Foi de facto S. Paulo quem nos deixou talvez o mais belo hino que jamais se
escreveu ao amor (à caridade). Permita-se-me que recorde apenas umas
frases: "ainda que eu fale a língua dos homens e dos
anjos, se não tiver caridade, sou como o bronze que
ressoa, ou como o címbalo que tine. Ainda que eu tenha o
dom da profecia e conheça todos os mistérios e toda a ciência, ainda que
possua a fé em plenitude a ponto de transportar montanhas, se não tiver
caridade, nada sou. Ainda que distribua todos os meus bens aos pobres e
entregue o meu corpo às chamas para ser queimado, se não tiver caridade,
de nada me aproveita". E como que em remate profetiza:
"as profecias desaparecerão, as línguas cessarão e a
ciência findará". Mas "a caridade nunca acabará".

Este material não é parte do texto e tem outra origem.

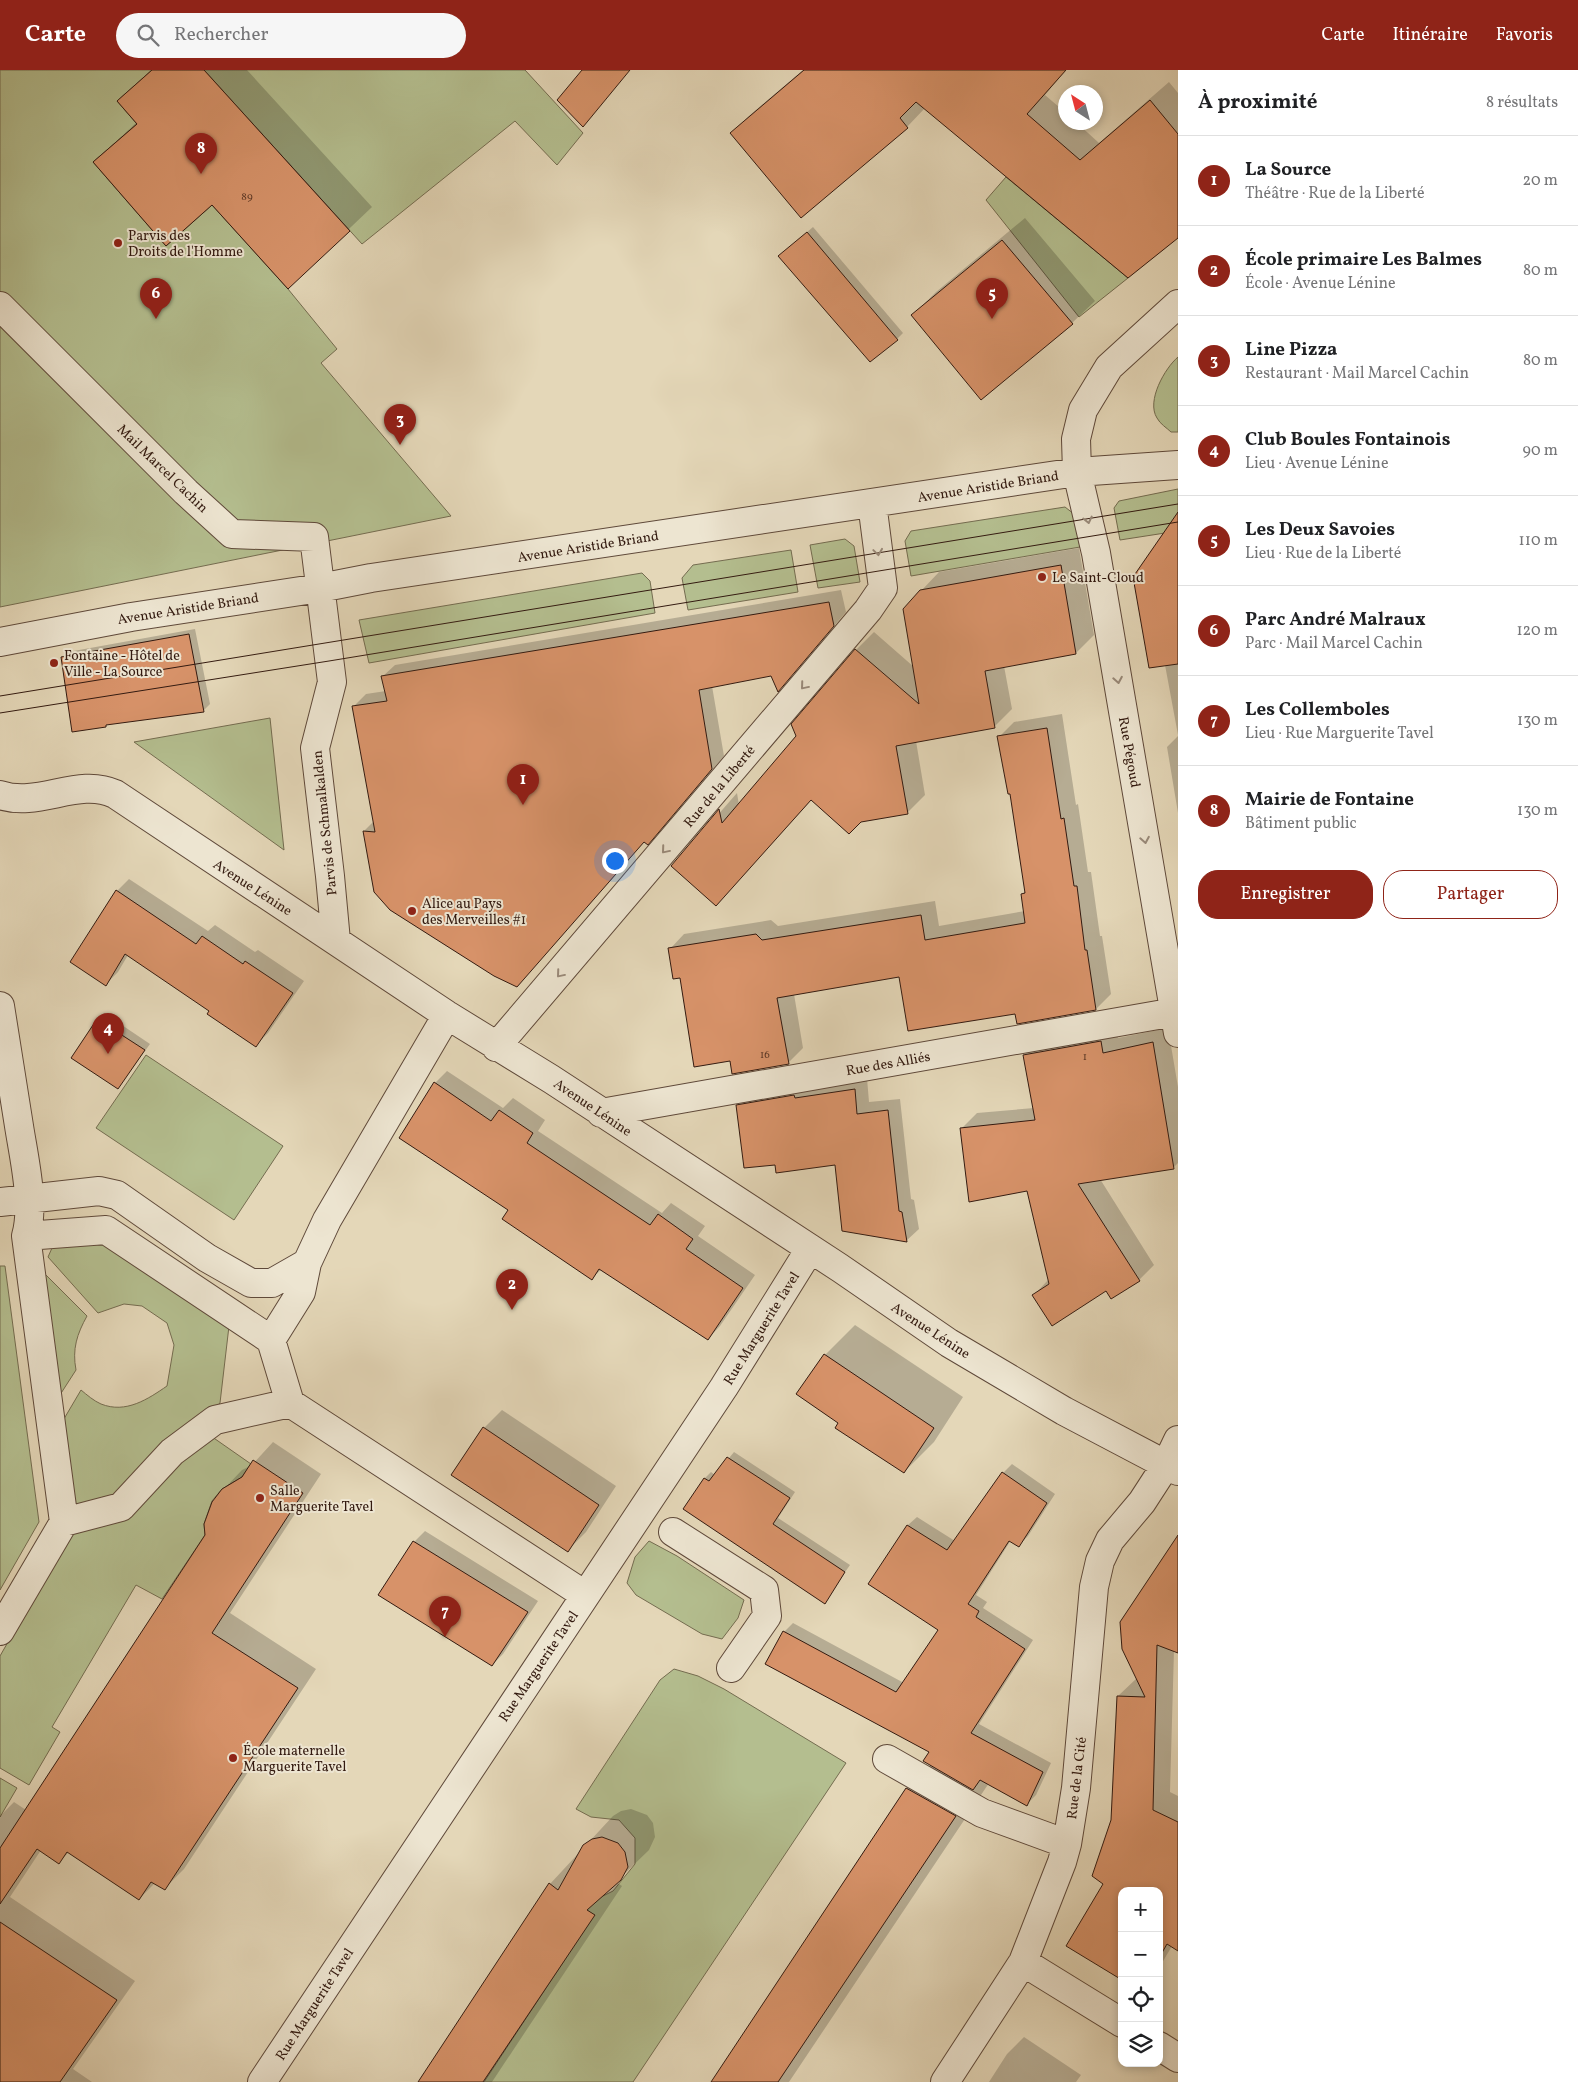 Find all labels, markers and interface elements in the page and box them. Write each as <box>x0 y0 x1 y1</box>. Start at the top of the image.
search box <box>116 13 466 58</box>
text: Carte <box>25 18 86 52</box>
icon: search <box>134 21 162 49</box>
text: Rechercher <box>174 22 268 48</box>
text: Carte <box>1321 23 1364 48</box>
text: Itinéraire <box>1392 23 1468 48</box>
text: Favoris <box>1496 23 1553 48</box>
north arrow <box>1058 85 1103 130</box>
text: À proximité <box>1198 88 1317 117</box>
text: 8 résultats <box>1486 92 1558 114</box>
pin: 8 <box>185 133 217 174</box>
text: La Source <box>1245 157 1331 183</box>
text: 1 <box>1211 170 1217 192</box>
text: 20 m <box>1523 170 1558 192</box>
text: Théâtre · Rue de la Liberté <box>1245 183 1425 205</box>
house number: 89 <box>241 190 253 205</box>
place label: Parvis des Droits de l'Homme <box>128 227 243 262</box>
marker: Parvis des Droits de l'Homme <box>112 237 124 249</box>
text: École primaire Les Balmes <box>1245 247 1482 273</box>
text: 2 <box>1210 260 1218 282</box>
text: 80 m <box>1523 260 1558 282</box>
text: École · Avenue Lénine <box>1245 273 1396 295</box>
pin: 6 <box>140 278 172 319</box>
pin: 5 <box>976 278 1008 319</box>
text: Line Pizza <box>1245 337 1337 363</box>
text: 3 <box>1210 350 1218 372</box>
text: 80 m <box>1523 350 1558 372</box>
text: Restaurant · Mail Marcel Cachin <box>1245 363 1469 385</box>
pin: 3 <box>384 404 416 445</box>
street label: Mail Marcel Cachin <box>112 421 212 518</box>
text: Club Boules Fontainois <box>1245 427 1451 453</box>
text: 4 <box>1209 440 1219 462</box>
text: 90 m <box>1522 440 1558 462</box>
text: Lieu · Avenue Lénine <box>1245 453 1389 475</box>
street label: Avenue Aristide Briand <box>916 467 1060 508</box>
one-way arrow <box>1082 515 1093 524</box>
text: Les Deux Savoies <box>1245 517 1395 543</box>
street label: Avenue Aristide Briand <box>516 527 660 568</box>
text: 5 <box>1210 530 1218 552</box>
text: 110 m <box>1519 530 1558 552</box>
text: Lieu · Rue de la Liberté <box>1245 543 1401 565</box>
one-way arrow <box>872 548 883 556</box>
place label: Le Saint-Cloud <box>1052 569 1144 588</box>
marker: Le Saint-Cloud <box>1036 571 1048 583</box>
street label: Avenue Aristide Briand <box>116 589 260 630</box>
text: Parc André Malraux <box>1245 607 1426 633</box>
text: 6 <box>1210 620 1218 642</box>
text: 120 m <box>1516 620 1558 642</box>
text: Parc · Mail Marcel Cachin <box>1245 633 1423 655</box>
place label: Fontaine - Hôtel de Ville - La Source <box>64 647 180 682</box>
marker: Fontaine - Hôtel de Ville - La Source <box>48 657 60 669</box>
one-way arrow <box>1112 675 1122 684</box>
one-way arrow <box>801 680 810 689</box>
text: Les Collemboles <box>1245 697 1390 723</box>
text: 7 <box>1210 710 1218 732</box>
text: 130 m <box>1517 710 1558 732</box>
street label: Rue Pégoud <box>1113 715 1144 789</box>
text: Lieu · Rue Marguerite Tavel <box>1245 723 1434 745</box>
street label: Rue de la Liberté <box>680 742 760 832</box>
street label: Parvis de Schmalkalden <box>308 749 343 896</box>
pin: 1 <box>507 764 539 805</box>
text: Mairie de Fontaine <box>1245 787 1414 813</box>
text: 8 <box>1210 800 1218 822</box>
text: 130 m <box>1517 800 1558 822</box>
text: Bâtiment public <box>1245 813 1357 835</box>
one-way arrow <box>1140 835 1150 844</box>
one-way arrow <box>661 844 670 853</box>
your location <box>602 848 628 874</box>
street label: Avenue Lénine <box>209 856 296 921</box>
button: Enregistrer <box>1198 870 1373 919</box>
button: Partager <box>1383 870 1558 919</box>
place label: Alice au Pays des Merveilles #1 <box>422 895 526 930</box>
marker: Alice au Pays des Merveilles #1 <box>406 905 418 917</box>
one-way arrow <box>556 968 565 977</box>
pin: 4 <box>92 1013 124 1054</box>
house number: 16 <box>760 1048 770 1063</box>
street label: Rue des Alliés <box>845 1048 932 1081</box>
house number: 1 <box>1083 1050 1087 1065</box>
street label: Avenue Lénine <box>549 1075 635 1142</box>
pin: 2 <box>496 1269 528 1310</box>
street label: Rue Marguerite Tavel <box>720 1269 805 1389</box>
street label: Avenue Lénine <box>887 1299 974 1364</box>
place label: Salle Marguerite Tavel <box>270 1482 373 1517</box>
marker: Salle Marguerite Tavel <box>254 1492 266 1504</box>
pin: 7 <box>429 1596 461 1637</box>
street label: Rue Marguerite Tavel <box>495 1608 584 1726</box>
street label: Rue de la Cité <box>1063 1735 1092 1821</box>
place label: École maternelle Marguerite Tavel <box>243 1742 346 1777</box>
marker: École maternelle Marguerite Tavel <box>227 1752 239 1764</box>
map controls <box>1118 1887 1163 2067</box>
button: + <box>1118 1887 1163 1932</box>
button: − <box>1118 1932 1163 1977</box>
street label: Rue Marguerite Tavel <box>272 1945 359 2065</box>
button: locate <box>1118 1977 1163 2022</box>
button: layers <box>1118 2022 1163 2067</box>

Na tese de S. Paulo, de S. Tomás de Aquino, enfim, na tese cristã, o amor é
que é a virtude suprema. O conhecimento, a justiça, a fortaleza e o
autodomínio, estas são as quatro virtudes cardinais, sobre que a virtude
suprema (com as suas duas outras irmãs teologais, a fé e a esperança) se
apoia. Mas trata-se de virtudes pilares; só por si, não atingem a
perfeição.
Eu creio que o amor é primacialmente a virtude do coração; só auxiliarmente
o é da vontade e da inteligência. Esta é uma ordem talvez inversa à que
se usa para as potências humanas, quando se privilegia a
inteligência ou a vontade. O leitor pode não estar de
acordo. Convido-o porém a filosofar. E como filosofar é
fazer perguntas e tentar responder, interroguemo-nos: sendo
certo que todas as potências humanas (inteligência, vontade e
afectividade) são indispensáveis, o que é que finalmente
será superior entre elas para a perfeição do homem e da
sociedade? O conhecimento? A força? Ou o amor?